In my understanding, it all happens in the twinkling of an eye. If you are a believer, I don’t think the walls of a movie house can hold you.
It was all so legalistic and rigid, and it seemed to me that I heard so much about the wrath of God and so little about the love of God. It appeared that God was constantly on the lookout for the slightest infraction, and it was a roller-coaster ride of doubt and confusion and a guilty conscience. It all just seemed so impossible that I finally just walked away.
I never stopped believing. I just realized that I couldn’t live a totally sinless life, especially according to the legalistic minutia that deemed so many mundane, basically harmless human actions as sins.
I sometimes think that so many churches and well-meaning pastors take for granted that people know the basics of salvation when they walk through the door. They forget that there are those who don’t understand why Jesus’ sacrificial death brings eternal life to all who repent, believe, and accept.

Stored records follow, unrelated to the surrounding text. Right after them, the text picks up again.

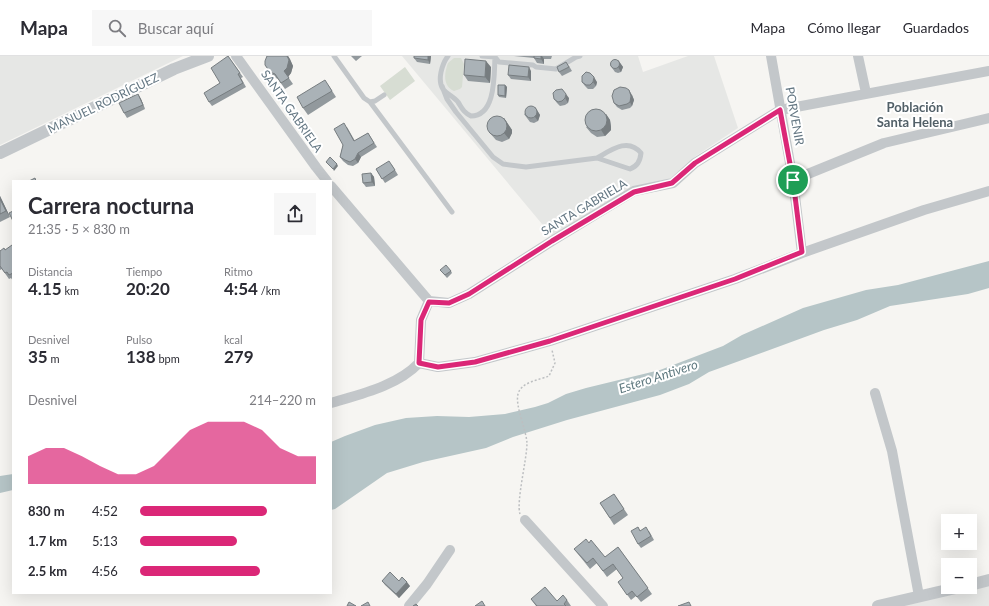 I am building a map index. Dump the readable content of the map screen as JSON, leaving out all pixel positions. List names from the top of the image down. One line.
{"streets":{"street":["MANUEL RODRÍGUEZ","SANTA GABRIELA","PORVENIR"]},"crossings":[["SANTA GABRIELA","PORVENIR"]],"districts":["Población Santa Helena"],"water":["Estero Antivero"],"page":{"header":"Mapa","search":"Buscar aquí","nav":["Mapa","Cómo llegar","Guardados"],"heading":["Carrera nocturna","21:35 · 5 × 830 m"],"stats":[["Distancia","4.15 km"],["Tiempo","20:20"],["Ritmo","4:54 /km"],["Desnivel","35 m"],["Pulso","138 bpm"],["kcal","279"]],"chart":["Desnivel","214–220 m"],"list":[{"name":"830 m","note":"4:52"},{"name":"1.7 km","note":"5:13"},{"name":"2.5 km","note":"4:56"}],"map_buttons":["+","−"]}} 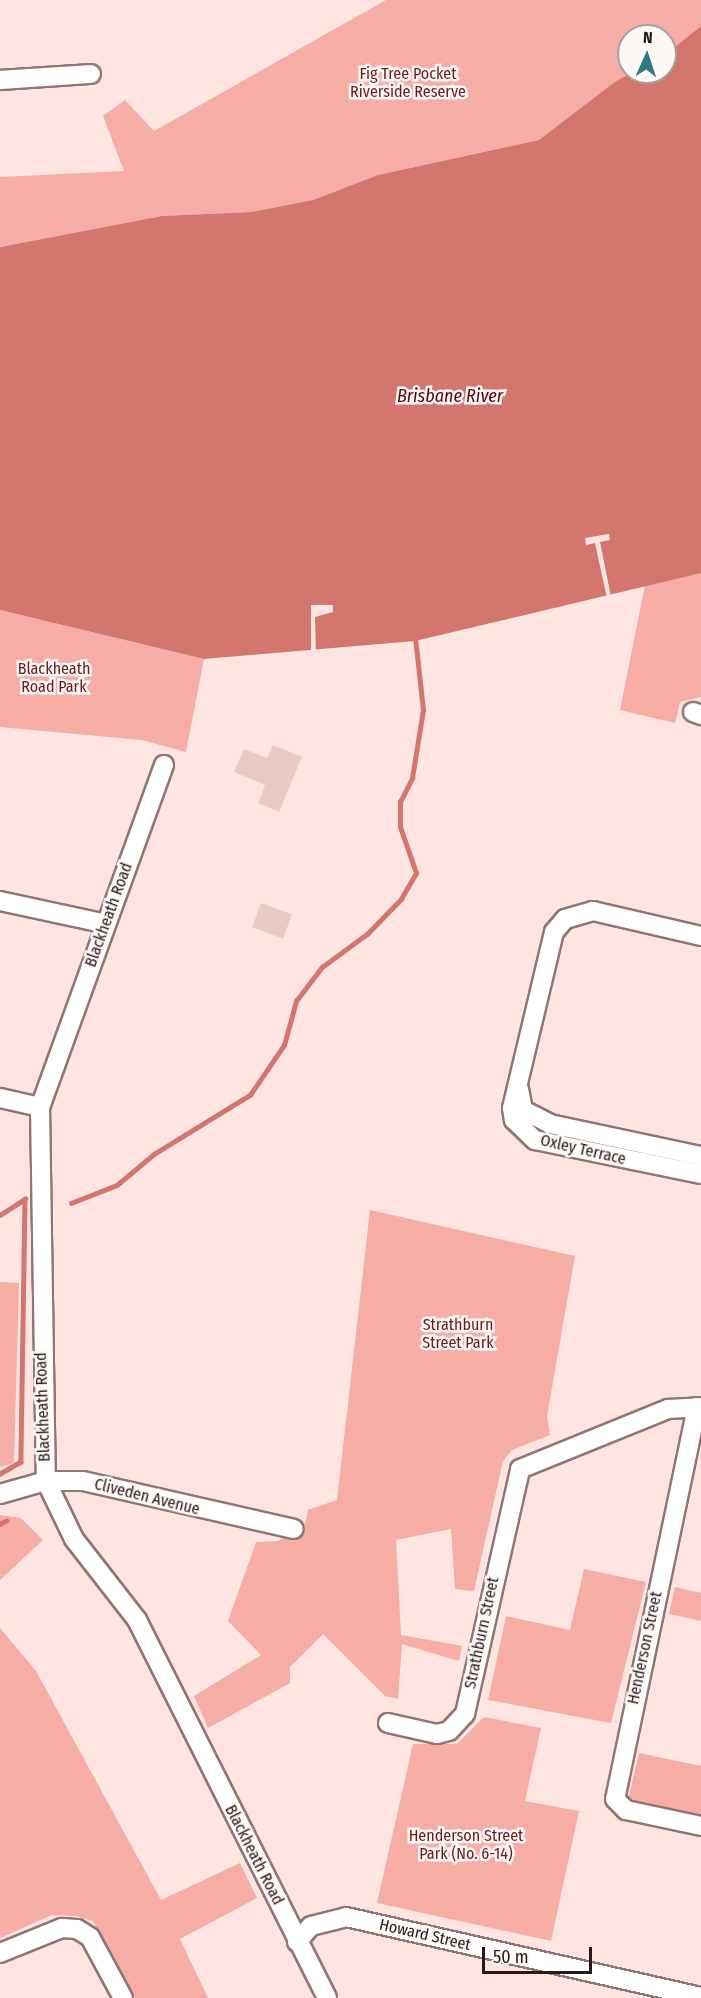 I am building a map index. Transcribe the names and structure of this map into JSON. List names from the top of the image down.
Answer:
{
  "streets": {
    "street": [
      "Blackheath Road",
      "Oxley Terrace",
      "Cliveden Avenue",
      "Strathburn Street",
      "Henderson Street",
      "Howard Street"
    ]
  },
  "crossings": [
    ["Blackheath Road", "Cliveden Avenue"],
    ["Blackheath Road", "Howard Street"],
    ["Strathburn Street", "Henderson Street"]
  ],
  "water": ["Brisbane River"],
  "parks": [
    "Fig Tree Pocket Riverside Reserve",
    "Blackheath Road Park",
    "Strathburn Street Park",
    "Henderson Street Park (No. 6-14)"
  ],
  "scale_bar": "50 m",
  "north": "top"
} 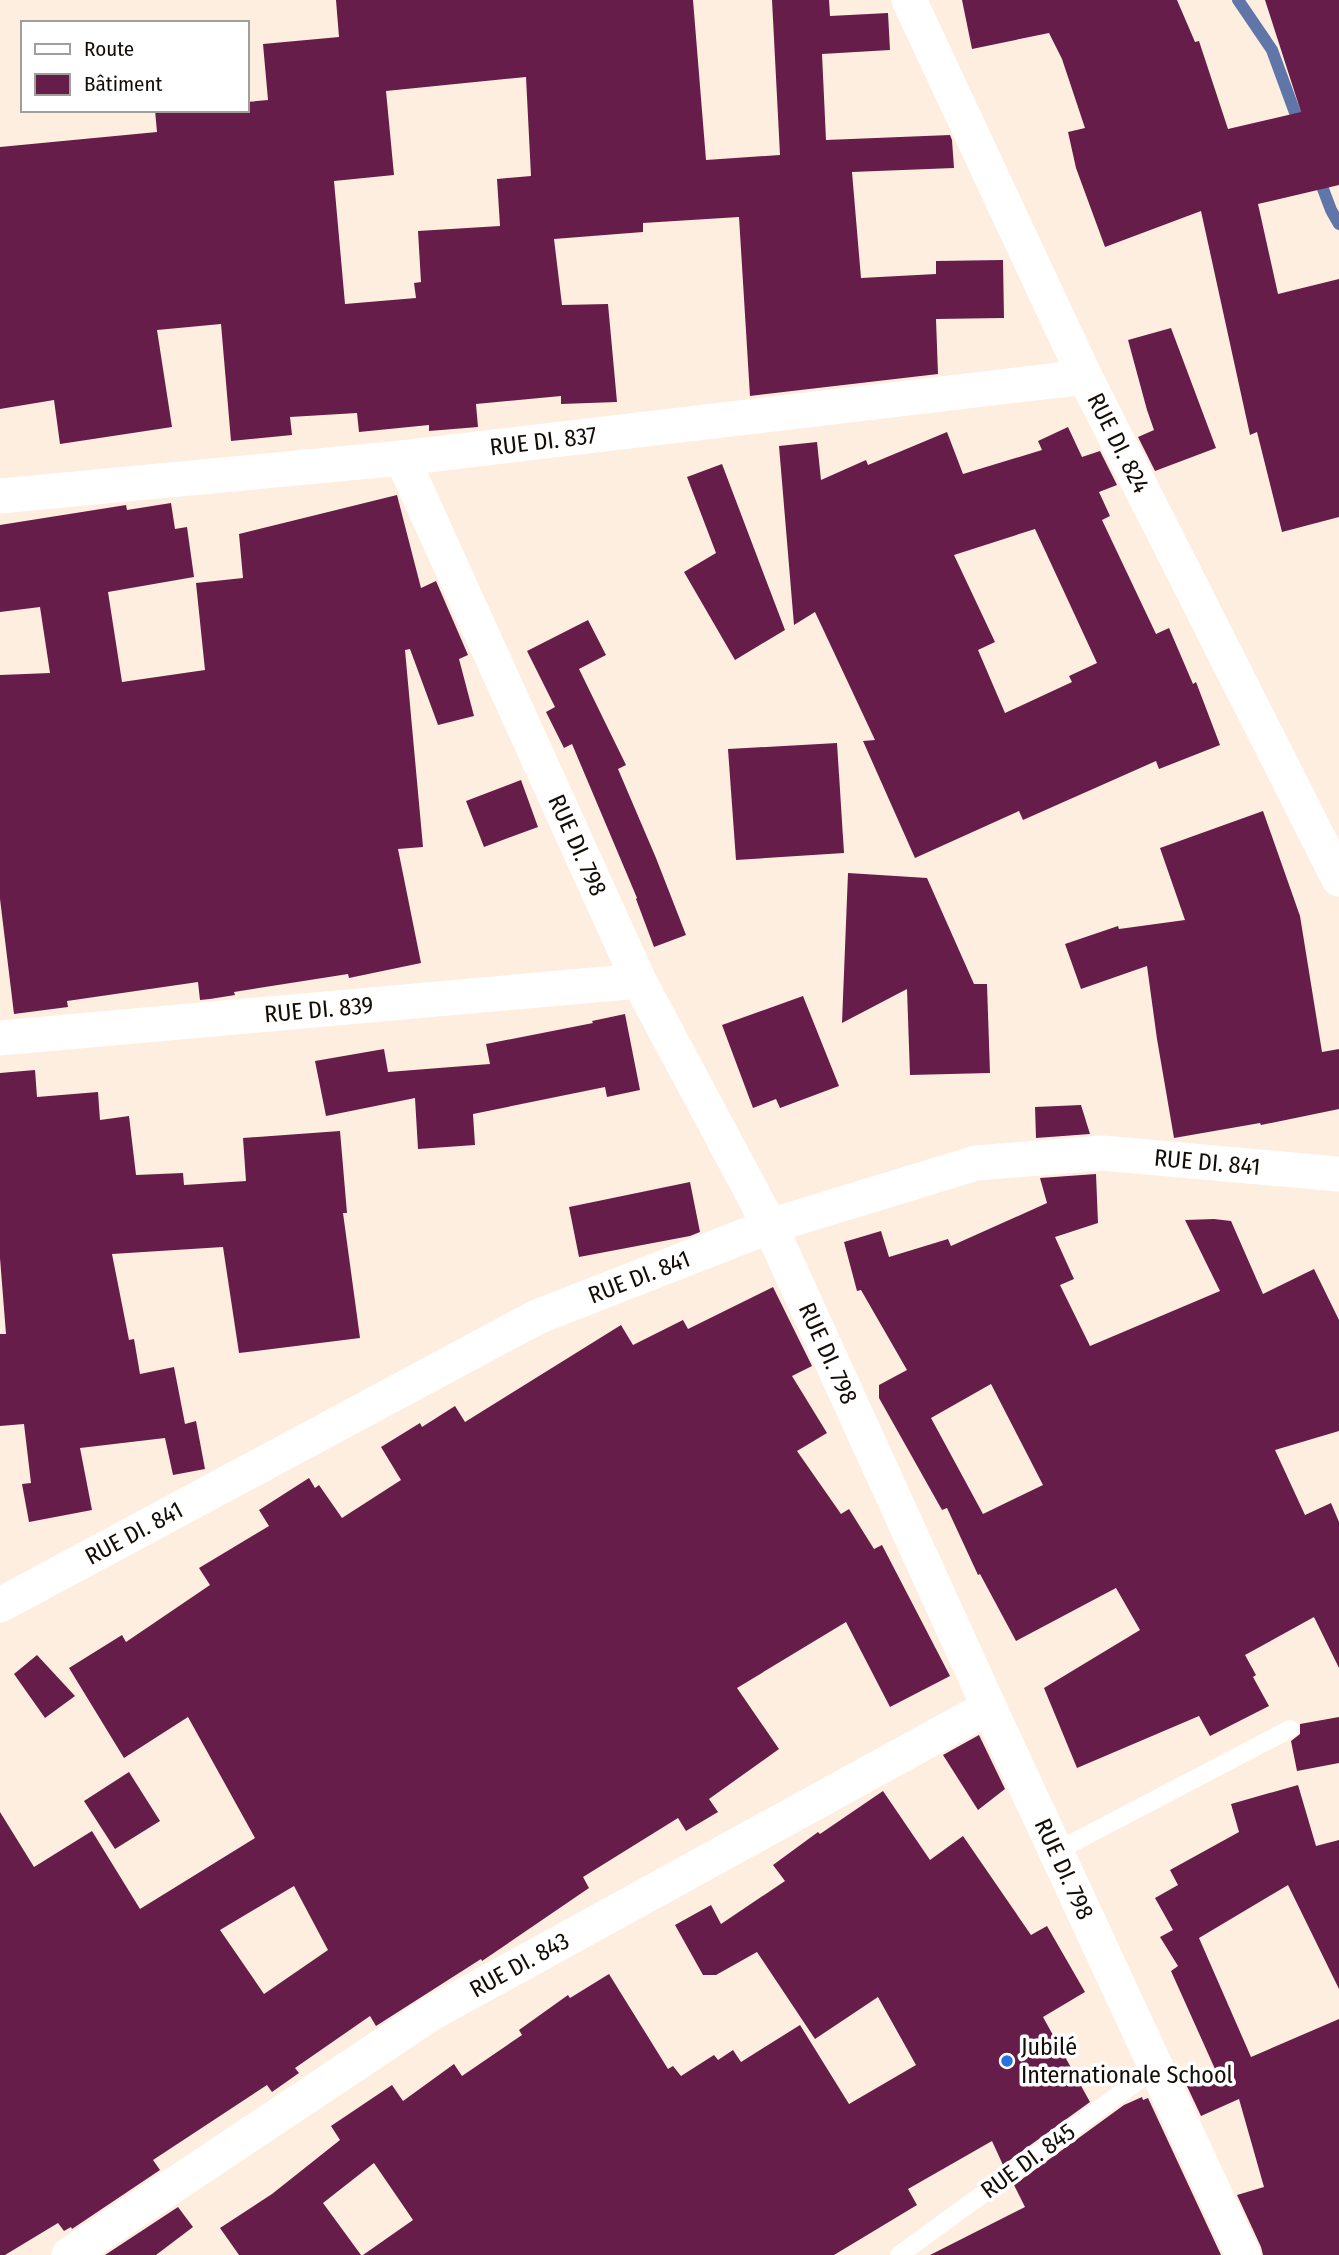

When people are threatened with hell every Sunday and have drawn the conclusion that the only way they can avoid it is to live a perfect life, they many times become disillusioned and bitter. Then, realizing the futility of such an undertaking, they start imagining God as a vengeful patriarchal-type deity who is just waiting for one little transgression to revoke your salvation.
Actually, the Bible tells us that God is love. He demonstrated His great love by sending His only begotten Son to die the most painful and humiliating death imaginable so that we might obtain life everlasting.
Now, what does that all mean?
I decided years ago to read the Bible and draw, as best I could, my own conclusions. I needed to try to work out my own salvation, as I believe every person has to do.
As the old song says,
You’ve got to walk that lonesome valley
You’ve got to go there by yourself
Ain’t nobody here gonna go there for you
You’ve got to walk it by yourself4
Why did God do it that way? He is all powerful and could have forced everybody to abide by His will.
While there are many ways to the mountaintop, why do I have to go through Jesus to get there?
I answer these questions based on my own understanding, by my own convictions and beliefs. I have never had any formal theological training and do not, by any means, consider myself an expert.
I do not ascribe to, nor necessarily disagree with, the doctrine of any organized Christian denomination. I have drawn my conclusions according to my own interpretation of the Holy Bible and the interpretations of biblical scholars and teachers whose opinions I agree with.
And from my point of view, here’s what it all means.
When God sent His Son to earth, He instituted a new covenant to replace the old covenant, the terms of which had been given to Abraham, Isaac, and Jacob, the forefathers of the Jewish race. Then there were the commandments and laws that were given to Moses during the Israelites’ forty-year sojourn in the desert.
The Bible says that without the shedding of blood, there is no remission of sin. The old covenant required animal sacrifice. Animal blood had to be shed to cover the sins of the people.
Why did God do it that way? I honestly don’t know. But since His wisdom is so much greater than ours, we should just accept that He knew what He was doing.
Animal sacrifice was not as cut and dry as it sounds. You couldn’t just go out into the pasture and cut out some old dry cow that had stopped having calves and take it to the priest to be sacrificed.
It had to come from the very best you had. Your prize stock. An animal without a blemish. I have likened it to giving up one of my best herd bulls or one of my best-blooded heifers. God demanded the best of the flocks and herds for blood sacrifices. It was giving up something that was of real value to you.
And God gave laws and instructions on how to live, dietary guidelines, and outlines for worship. There was the setting aside of Sabbaths and holy days and seasons that were to be observed in specific ways. There was eye-for-eye, tooth-for-tooth justice and laws about how it was to be meted out and the proper time and method to offer the sacrifices.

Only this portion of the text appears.